- What to produce:
Your output must match the records below character for character.

- Records to use:
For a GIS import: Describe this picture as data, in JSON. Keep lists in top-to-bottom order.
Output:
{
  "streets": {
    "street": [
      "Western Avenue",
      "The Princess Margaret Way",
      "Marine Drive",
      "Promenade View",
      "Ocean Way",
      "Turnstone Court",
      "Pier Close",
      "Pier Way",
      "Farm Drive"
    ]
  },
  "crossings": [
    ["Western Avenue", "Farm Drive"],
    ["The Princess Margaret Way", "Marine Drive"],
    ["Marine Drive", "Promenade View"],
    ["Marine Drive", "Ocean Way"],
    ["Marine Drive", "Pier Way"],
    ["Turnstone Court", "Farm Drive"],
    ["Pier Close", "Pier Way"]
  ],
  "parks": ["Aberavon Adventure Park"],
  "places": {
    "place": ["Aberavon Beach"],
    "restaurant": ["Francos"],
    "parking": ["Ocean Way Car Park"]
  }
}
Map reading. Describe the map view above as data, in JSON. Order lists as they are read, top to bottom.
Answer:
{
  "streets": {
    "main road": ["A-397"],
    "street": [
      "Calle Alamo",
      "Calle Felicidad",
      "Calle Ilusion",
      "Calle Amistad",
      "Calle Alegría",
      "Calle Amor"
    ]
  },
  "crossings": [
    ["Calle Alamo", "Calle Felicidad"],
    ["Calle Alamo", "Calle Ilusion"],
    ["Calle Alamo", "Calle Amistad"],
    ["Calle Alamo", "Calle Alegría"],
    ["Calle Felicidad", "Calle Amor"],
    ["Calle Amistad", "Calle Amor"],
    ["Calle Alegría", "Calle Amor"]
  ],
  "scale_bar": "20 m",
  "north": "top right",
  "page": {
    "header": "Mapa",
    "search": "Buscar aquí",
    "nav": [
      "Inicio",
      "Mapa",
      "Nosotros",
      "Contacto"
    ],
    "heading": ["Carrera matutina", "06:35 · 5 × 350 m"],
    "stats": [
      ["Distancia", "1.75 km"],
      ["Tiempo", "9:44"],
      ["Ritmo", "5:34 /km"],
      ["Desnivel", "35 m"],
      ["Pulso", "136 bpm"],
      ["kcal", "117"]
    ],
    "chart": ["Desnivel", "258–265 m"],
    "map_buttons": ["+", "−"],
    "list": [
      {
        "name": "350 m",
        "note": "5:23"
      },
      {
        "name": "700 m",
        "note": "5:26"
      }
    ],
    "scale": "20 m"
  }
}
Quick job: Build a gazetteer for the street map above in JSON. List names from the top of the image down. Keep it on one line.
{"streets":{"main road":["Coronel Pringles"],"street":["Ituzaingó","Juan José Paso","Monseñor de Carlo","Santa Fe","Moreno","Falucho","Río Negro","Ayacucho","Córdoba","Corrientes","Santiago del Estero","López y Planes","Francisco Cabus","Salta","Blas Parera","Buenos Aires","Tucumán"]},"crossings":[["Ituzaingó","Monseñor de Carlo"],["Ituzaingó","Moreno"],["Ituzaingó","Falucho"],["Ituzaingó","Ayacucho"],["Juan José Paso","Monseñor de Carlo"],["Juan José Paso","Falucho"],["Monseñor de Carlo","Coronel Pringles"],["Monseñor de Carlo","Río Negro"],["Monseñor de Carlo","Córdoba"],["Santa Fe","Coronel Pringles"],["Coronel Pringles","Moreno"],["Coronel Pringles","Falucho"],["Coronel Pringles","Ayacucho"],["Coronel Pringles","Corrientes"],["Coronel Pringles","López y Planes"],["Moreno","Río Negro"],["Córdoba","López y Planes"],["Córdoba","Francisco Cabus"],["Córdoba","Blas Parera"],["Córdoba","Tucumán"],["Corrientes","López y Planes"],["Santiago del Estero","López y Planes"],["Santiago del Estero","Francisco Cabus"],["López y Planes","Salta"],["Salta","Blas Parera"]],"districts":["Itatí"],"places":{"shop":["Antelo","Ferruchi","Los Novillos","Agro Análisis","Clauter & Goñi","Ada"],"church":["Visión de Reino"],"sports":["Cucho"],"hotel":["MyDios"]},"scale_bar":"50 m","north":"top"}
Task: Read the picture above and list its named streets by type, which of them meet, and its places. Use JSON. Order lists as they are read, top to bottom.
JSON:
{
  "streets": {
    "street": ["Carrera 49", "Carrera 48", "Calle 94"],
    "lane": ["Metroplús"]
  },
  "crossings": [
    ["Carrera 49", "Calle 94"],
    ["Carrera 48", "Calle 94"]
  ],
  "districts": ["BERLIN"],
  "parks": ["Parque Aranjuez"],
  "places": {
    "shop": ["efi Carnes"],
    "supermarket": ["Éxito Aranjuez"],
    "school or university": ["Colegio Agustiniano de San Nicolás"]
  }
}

- Solution to the exercise:
For a GIS import: Describe this picture as data, in JSON. Keep lists in top-to-bottom order.
Output:
{
  "streets": {
    "street": [
      "Western Avenue",
      "The Princess Margaret Way",
      "Marine Drive",
      "Promenade View",
      "Ocean Way",
      "Turnstone Court",
      "Pier Close",
      "Pier Way",
      "Farm Drive"
    ]
  },
  "crossings": [
    ["Western Avenue", "Farm Drive"],
    ["The Princess Margaret Way", "Marine Drive"],
    ["Marine Drive", "Promenade View"],
    ["Marine Drive", "Ocean Way"],
    ["Marine Drive", "Pier Way"],
    ["Turnstone Court", "Farm Drive"],
    ["Pier Close", "Pier Way"]
  ],
  "parks": ["Aberavon Adventure Park"],
  "places": {
    "place": ["Aberavon Beach"],
    "restaurant": ["Francos"],
    "parking": ["Ocean Way Car Park"]
  }
}
Map reading. Describe the map view above as data, in JSON. Order lists as they are read, top to bottom.
Answer:
{
  "streets": {
    "main road": ["A-397"],
    "street": [
      "Calle Alamo",
      "Calle Felicidad",
      "Calle Ilusion",
      "Calle Amistad",
      "Calle Alegría",
      "Calle Amor"
    ]
  },
  "crossings": [
    ["Calle Alamo", "Calle Felicidad"],
    ["Calle Alamo", "Calle Ilusion"],
    ["Calle Alamo", "Calle Amistad"],
    ["Calle Alamo", "Calle Alegría"],
    ["Calle Felicidad", "Calle Amor"],
    ["Calle Amistad", "Calle Amor"],
    ["Calle Alegría", "Calle Amor"]
  ],
  "scale_bar": "20 m",
  "north": "top right",
  "page": {
    "header": "Mapa",
    "search": "Buscar aquí",
    "nav": [
      "Inicio",
      "Mapa",
      "Nosotros",
      "Contacto"
    ],
    "heading": ["Carrera matutina", "06:35 · 5 × 350 m"],
    "stats": [
      ["Distancia", "1.75 km"],
      ["Tiempo", "9:44"],
      ["Ritmo", "5:34 /km"],
      ["Desnivel", "35 m"],
      ["Pulso", "136 bpm"],
      ["kcal", "117"]
    ],
    "chart": ["Desnivel", "258–265 m"],
    "map_buttons": ["+", "−"],
    "list": [
      {
        "name": "350 m",
        "note": "5:23"
      },
      {
        "name": "700 m",
        "note": "5:26"
      }
    ],
    "scale": "20 m"
  }
}
Quick job: Build a gazetteer for the street map above in JSON. List names from the top of the image down. Keep it on one line.
{"streets":{"main road":["Coronel Pringles"],"street":["Ituzaingó","Juan José Paso","Monseñor de Carlo","Santa Fe","Moreno","Falucho","Río Negro","Ayacucho","Córdoba","Corrientes","Santiago del Estero","López y Planes","Francisco Cabus","Salta","Blas Parera","Buenos Aires","Tucumán"]},"crossings":[["Ituzaingó","Monseñor de Carlo"],["Ituzaingó","Moreno"],["Ituzaingó","Falucho"],["Ituzaingó","Ayacucho"],["Juan José Paso","Monseñor de Carlo"],["Juan José Paso","Falucho"],["Monseñor de Carlo","Coronel Pringles"],["Monseñor de Carlo","Río Negro"],["Monseñor de Carlo","Córdoba"],["Santa Fe","Coronel Pringles"],["Coronel Pringles","Moreno"],["Coronel Pringles","Falucho"],["Coronel Pringles","Ayacucho"],["Coronel Pringles","Corrientes"],["Coronel Pringles","López y Planes"],["Moreno","Río Negro"],["Córdoba","López y Planes"],["Córdoba","Francisco Cabus"],["Córdoba","Blas Parera"],["Córdoba","Tucumán"],["Corrientes","López y Planes"],["Santiago del Estero","López y Planes"],["Santiago del Estero","Francisco Cabus"],["López y Planes","Salta"],["Salta","Blas Parera"]],"districts":["Itatí"],"places":{"shop":["Antelo","Ferruchi","Los Novillos","Agro Análisis","Clauter & Goñi","Ada"],"church":["Visión de Reino"],"sports":["Cucho"],"hotel":["MyDios"]},"scale_bar":"50 m","north":"top"}
Task: Read the picture above and list its named streets by type, which of them meet, and its places. Use JSON. Order lists as they are read, top to bottom.
JSON:
{
  "streets": {
    "street": ["Carrera 49", "Carrera 48", "Calle 94"],
    "lane": ["Metroplús"]
  },
  "crossings": [
    ["Carrera 49", "Calle 94"],
    ["Carrera 48", "Calle 94"]
  ],
  "districts": ["BERLIN"],
  "parks": ["Parque Aranjuez"],
  "places": {
    "shop": ["efi Carnes"],
    "supermarket": ["Éxito Aranjuez"],
    "school or university": ["Colegio Agustiniano de San Nicolás"]
  }
}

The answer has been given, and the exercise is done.